Three years back, during my brother’s son’s
wedding, we were sitting with the cook and planning the food menu. We were not
very sure of how many will turn up and was finding it difficult to convey to
the head cook, the number of expected guests, for the occasion. I was surprised
at the way, the cook made an amazing calculation. He asked us, how many
invitations did you print? We said 2000. Then he asked how many did you post
and how many did you hand deliver? We said we had posted about 1500 and the
rest we have hand delivered. He instantly made a mind calculation and told us,
we can expect around 1000 people. We could not understand the logic behind his
calculation, but the fact is more or else, it turned out to be right. Well,
while I admire his level of competence gained over years of experience, I truly
feel that it is not the right approach.
Many a times, the host is confused as to how many
would attend the function and just makes a wild guess. He then either over prepares
or underprepares. In both ways he is in a fix. If he over prepares he may end
up wasting the food and if he has underprepared, he would be left in an
embarrassing situation. Why should we leave the host in such a tricky
situation? Why not help the host to plan, by confirming whether we will come or
not come.
We
quiet often get to see this phrase R.S.V.P in the bottom of few invitation
cards. R.S.V.P is the abbreviation of a French term répondez s'il vous plait, which means, “Request for your Response”. The
idea behind using this phrase in the invitation, is to ascertain who and all
would be attending, so that the host can plan the Venue arrangement and food
preparation accordingly.
When we see a phrase like that in the invite card,
we are expected to confirm whether we would be attending or not attending. If
we would not be attending, we can send a note or make a call and say, “Thanks
for the invite, but sorry I will not be able to attend. Wishing the function
all success”. In case we would be attending, again it is appropriate to send a
note or make a call and say, “Thanks for the invite. I will be attending.I will
be accompanied by ………………. and we expect to reach there by …. time.” This will
give the host a great level of comfort, in preparing for the occasion. In this
way, we save him a lot of guess work and make his work lot easier.
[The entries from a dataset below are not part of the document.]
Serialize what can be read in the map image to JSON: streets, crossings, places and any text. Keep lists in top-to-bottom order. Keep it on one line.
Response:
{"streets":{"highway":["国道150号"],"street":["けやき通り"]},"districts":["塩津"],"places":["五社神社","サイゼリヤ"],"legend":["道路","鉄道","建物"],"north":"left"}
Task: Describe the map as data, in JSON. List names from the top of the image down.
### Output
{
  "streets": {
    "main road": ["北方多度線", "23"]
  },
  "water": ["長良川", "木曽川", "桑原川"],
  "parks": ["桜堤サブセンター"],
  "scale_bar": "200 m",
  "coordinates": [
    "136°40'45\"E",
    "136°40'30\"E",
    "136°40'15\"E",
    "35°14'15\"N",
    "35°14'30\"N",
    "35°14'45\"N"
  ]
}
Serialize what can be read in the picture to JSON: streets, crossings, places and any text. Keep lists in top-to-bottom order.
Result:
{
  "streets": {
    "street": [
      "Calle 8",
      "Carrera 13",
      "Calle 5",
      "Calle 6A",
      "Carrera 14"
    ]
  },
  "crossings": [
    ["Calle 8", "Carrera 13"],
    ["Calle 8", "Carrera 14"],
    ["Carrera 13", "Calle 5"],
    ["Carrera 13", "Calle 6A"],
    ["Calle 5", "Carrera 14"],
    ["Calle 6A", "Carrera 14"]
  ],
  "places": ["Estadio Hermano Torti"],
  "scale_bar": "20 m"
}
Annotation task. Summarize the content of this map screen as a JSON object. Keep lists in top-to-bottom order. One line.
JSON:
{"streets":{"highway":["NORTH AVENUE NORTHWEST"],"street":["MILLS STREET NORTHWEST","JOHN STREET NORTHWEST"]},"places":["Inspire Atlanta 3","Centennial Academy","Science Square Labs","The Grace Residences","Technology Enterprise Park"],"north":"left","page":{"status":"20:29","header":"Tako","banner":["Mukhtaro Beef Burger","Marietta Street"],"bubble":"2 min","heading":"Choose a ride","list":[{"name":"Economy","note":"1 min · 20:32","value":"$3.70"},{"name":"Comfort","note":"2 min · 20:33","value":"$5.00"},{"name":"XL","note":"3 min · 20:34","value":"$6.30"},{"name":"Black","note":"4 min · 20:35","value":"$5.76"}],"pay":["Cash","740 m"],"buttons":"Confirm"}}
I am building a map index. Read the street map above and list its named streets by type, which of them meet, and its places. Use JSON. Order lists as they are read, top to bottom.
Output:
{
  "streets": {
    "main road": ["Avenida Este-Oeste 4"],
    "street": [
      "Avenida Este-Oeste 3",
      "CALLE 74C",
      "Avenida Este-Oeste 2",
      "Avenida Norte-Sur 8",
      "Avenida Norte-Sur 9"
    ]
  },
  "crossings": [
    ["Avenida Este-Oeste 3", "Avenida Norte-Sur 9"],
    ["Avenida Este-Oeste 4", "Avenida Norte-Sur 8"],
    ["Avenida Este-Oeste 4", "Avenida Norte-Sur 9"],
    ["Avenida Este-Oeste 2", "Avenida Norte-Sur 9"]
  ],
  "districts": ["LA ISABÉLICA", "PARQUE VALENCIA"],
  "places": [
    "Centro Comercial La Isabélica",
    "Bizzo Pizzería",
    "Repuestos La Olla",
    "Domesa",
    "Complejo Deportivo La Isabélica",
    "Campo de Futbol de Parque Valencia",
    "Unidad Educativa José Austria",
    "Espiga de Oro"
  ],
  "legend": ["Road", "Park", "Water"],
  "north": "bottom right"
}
But the sad fact is, we seldom respond to this. To
make it worse, we even promise we would come and end up not turning up. This
ends up in excessive wastage of food. As the host is concerned that there
should be ample quantity of food for all his guests, he always plans his
preparation for a higher number of people. But when people do not turn up, it
results in a huge wastage of food and resources.
When someone extends an invitation, I generally
have the practice of saying either I would come or not come, based onmy prior
travel plans or other appointments. But, then one of my family member told me,
that is not appropriate to deny an invitation, as it would hurt the sentiments
of the person who invites. He asked me to alternatively say, “I will try my
best to come”. Still that does not make sense to me.It is just like, telling a
lieusing a diplomatic approach. By creating a false anticipation, we are only
losing the trust of others.
A survey says that in a city like Bangalore the
annual amount of food wasted in weddings alone, is equivalent to 2.6 crore
meals. Why not do our part to reduce this wastage. Why get someone to make a
meal that we will not eat.
We need to cultivate the culture of responding to
invitations. There are so many things we like to adopt from the Western world,
why not learn this good practice.
Not just wedding occasions or birthday parties.
There are many official meeting, social meeting and club meetings for which we
receive an invite. Whenever there is a R.S.V.P, let us develop the courtesy to
call or key in a line of acceptance or decline. By doing so, we not only save
the host from undue anticipation, but also we help him save his money.